Andy: Ne, niemals. Da fahren die Leute total drauf ab. Selbst wenn uns auch niemand im Publikum vorher gesehen hat, ab dem Lied wissen se wie sie uns zu nehmen haben. (verzückt) Das ist unsere Hymne. Wir wären ja bekloppt es nicht mehr spielen zu wollen. Wobei es Lieder gibt, die mehr Spass machen. (lacht)
  
Benzol:
Ihr wart ein Teil der Schweinehalle. Erst soll das Ding abgerissen werden, deswegen schmeisst man den Betreiber raus. Dann steht das Ding jahrelang leer und nichts passiert. Kommt man sich da nicht von der Stadt verarscht vor?

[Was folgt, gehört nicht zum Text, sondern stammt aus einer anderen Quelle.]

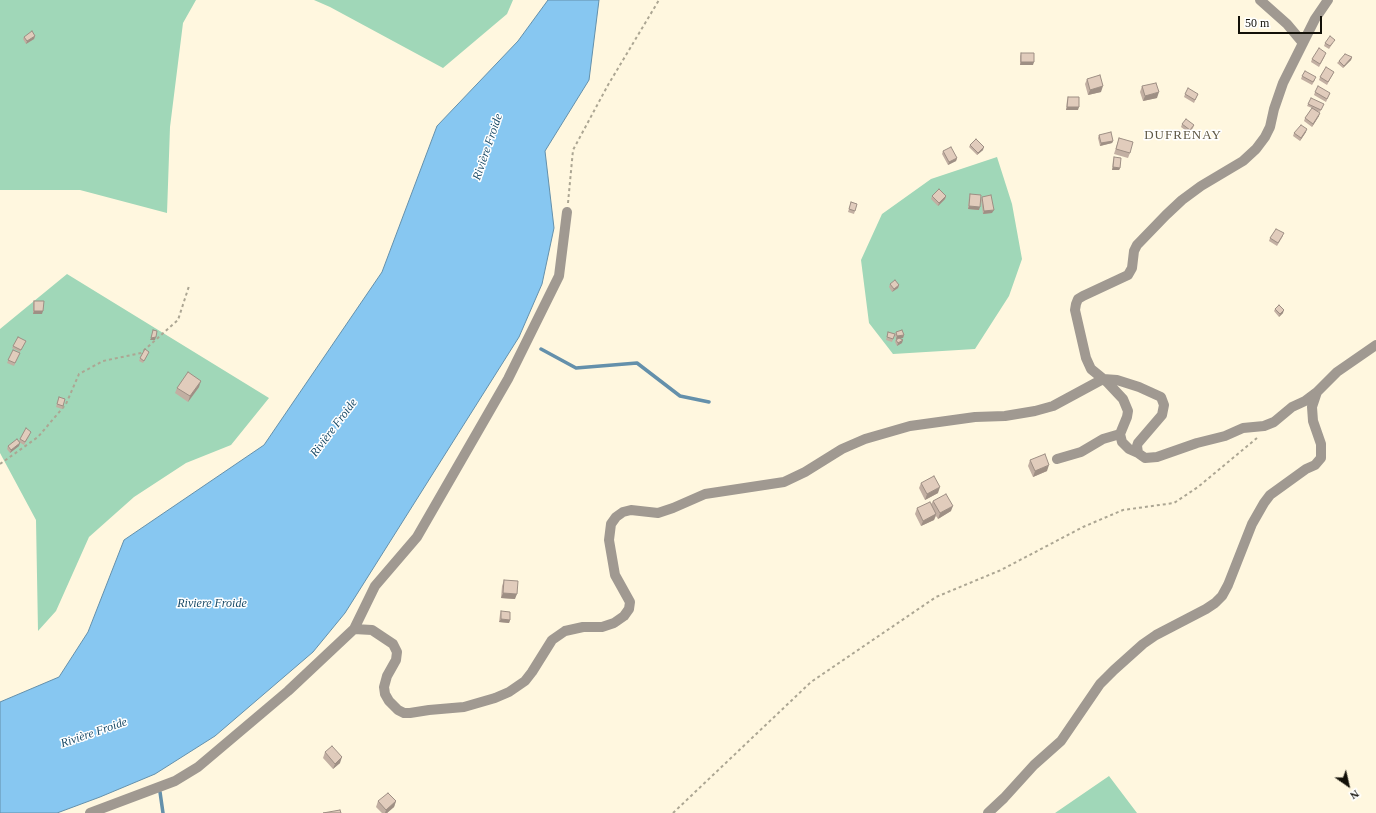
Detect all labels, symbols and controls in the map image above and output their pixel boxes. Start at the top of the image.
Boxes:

Andy: Seit ich angefangen habe Musik zu machen, sollte die Schweinehalle abgerissen werden. Es hat sich allerdings nie jemand getraut. Die ganze Erde darunter ist verseucht und es würde unwahrscheinlich viel Geld kosten, wenn du wirklich da was neues draufbauen wolltest. Die Schließung der Halle war jedoch zu einer Zeit, in der Hanau von der Bürgermeisterin  total verarscht worden ist. Die Schweinehalle ist abgeschlossen, wobei da unwahrscheinlich viele Erinnerungen dran hängen.
 
Benzol:
Ist die Halle2 ein würdiger Ersatz?
Andy: Sie ist sogar ein sehr guter Ersatz. Wobei sie noch lange nicht so viel Seele hat wie die Schweinehalle. Sie ist jedoch viel professioneller und es macht mindestens genauso viel Spaß dort zu spielen.
 
Benzol: Bist du mit der Entwicklung der Hanauer Szene zufrieden oder ginge da noch mehr?
Andy: Es geht immer mehr. Ich find es schon gut das das Qbar wieder auf hat. Es hat jahrelang brach gelegen, keiner hat sich da dran getraut. Das Problem ist halt, dass du da nicht live spielen kannst. Ich hasse es. Wir sind relativ oft dort.
In Hanau müsste auf jeden Fall mehr gehen. Es hat Potential. Man bekommt leider nur sehr schwer gute Bands da hin. Die denken Hanau ist so ein Vorort von Aschaffenburg und Frankfurt. Naja.

Benzol: Dann danke ich dir für das Interview. Willst du noch unbedingt was loswerden?
Andy: Weitermachen…(Gelächter)

Andys abschließende Worte lassen sich nur noch kurz zusammenfassen, weil dann dummerweise das Diktiergerät den Geist aufgab. Er wünschte allen Leuten, die an der Hanauer Szene bzw. in Bands beteiligt sind, Durchhaltevermögen und das niemand erwarten soll nach ein paar Gigs bereits Rockstar zu sein.
 
Mittlerweile ist es arschkalt im Proberaum. Andy sitzt im Schneidersitz auf einem Sofa und wenn man ihn so sieht, dann nimmt man ihm ab was er da erzählt. Ein Mensch, der  lieber seinen eigenen Weg geht, als sich für Andere verbiegen zu lassen. Für eine mit solcher Konsequenz gelebten Einstellung kann man  ihm und Elfmorgen nur den höchsten Respekt zollen.